On Tue, 6 Jun 2023 19:39:31 GMT, Tim Prinzing <tprinz...@openjdk.org> wrote:

> The socket read/write JFR events currently use instrumentation of java.base 
> code using templates in the jdk.jfr modules. This results in some java.base 
> code residing in the jdk.jfr module which is undesirable.
> 
> JDK19 added static support for event classes. The old instrumentor classes 
> should be replaced with mirror events using the static support.
> 
> In the java.base module:
> Added two new events, jdk.internal.event.SocketReadEvent and 
> jdk.internal.event.SocketWriteEvent.
> java.net.Socket and sun.nio.ch.SocketChannelImpl were changed to make use of 
> the new events.
> 
> In the jdk.jfr module:
> jdk.jfr.events.SocketReadEvent and jdk.jfr.events.SocketWriteEvent were 
> changed to be mirror events.
> In the package jdk.jfr.internal.instrument, the classes 
> SocketChannelImplInstrumentor, SocketInputStreamInstrumentor, and 
> SocketOutputStreamInstrumentor were removed. The JDKEvents class was updated 
> to reflect all of those changes.
> 
> The existing tests in test/jdk/jdk/jfr/event/io continue to pass with the new 
> implementation:
> Passed: jdk/jfr/event/io/TestSocketChannelEvents.java
> Passed: jdk/jfr/event/io/TestSocketEvents.java
> 
> I added a micro benchmark which measures the overhead of handling the jfr 
> socket events.
> test/micro/org/openjdk/bench/java/net/SocketEventOverhead.java.

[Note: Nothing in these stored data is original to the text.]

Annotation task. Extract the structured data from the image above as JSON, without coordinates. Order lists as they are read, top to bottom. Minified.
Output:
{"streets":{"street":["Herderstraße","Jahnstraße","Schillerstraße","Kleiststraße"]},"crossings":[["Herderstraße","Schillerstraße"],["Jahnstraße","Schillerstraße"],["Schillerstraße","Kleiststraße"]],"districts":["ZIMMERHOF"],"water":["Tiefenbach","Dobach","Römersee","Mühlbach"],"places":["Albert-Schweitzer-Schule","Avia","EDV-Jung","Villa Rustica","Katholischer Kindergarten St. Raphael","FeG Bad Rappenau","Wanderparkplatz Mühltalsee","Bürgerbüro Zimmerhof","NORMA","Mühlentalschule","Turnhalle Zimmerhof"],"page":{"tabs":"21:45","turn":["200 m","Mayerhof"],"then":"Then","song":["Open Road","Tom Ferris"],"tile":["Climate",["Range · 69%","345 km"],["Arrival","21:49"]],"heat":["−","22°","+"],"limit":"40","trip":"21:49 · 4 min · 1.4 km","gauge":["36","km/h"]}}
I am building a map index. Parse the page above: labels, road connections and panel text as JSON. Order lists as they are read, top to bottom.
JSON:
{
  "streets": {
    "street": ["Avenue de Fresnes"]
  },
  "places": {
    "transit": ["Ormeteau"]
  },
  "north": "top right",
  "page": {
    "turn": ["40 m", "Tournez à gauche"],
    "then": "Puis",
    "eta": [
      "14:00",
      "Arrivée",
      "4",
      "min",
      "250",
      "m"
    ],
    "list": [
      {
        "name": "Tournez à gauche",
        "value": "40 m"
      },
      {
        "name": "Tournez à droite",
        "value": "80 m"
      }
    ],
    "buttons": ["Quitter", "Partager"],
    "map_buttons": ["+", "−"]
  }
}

> It needs access the jdk.internal.event package, which is done at runtime with 
> annotations that add the extra arguments.
> At compile time the build arguments had to be augmented in 
> make/test/BuildMicrobenchmark.gmk

The new code seems to accurately correspond to what the various `*Instrumentor` 
classes were doing, so that is good. I agree with Alan that potential exception 
that may arise when generating the event are an issue (e.g. call to 
getRemoteAddress() or other getter that may make a check on the socket state) - 
though that was already present in the original code. Maybe that could be fixed 
here though. 
In cases where the implRead/implWrite call throws an exception, shouldn't the 
event contain that exception, or at least exception message? If it doesn't 
should it be emitted at all, or should another event be emitted instead?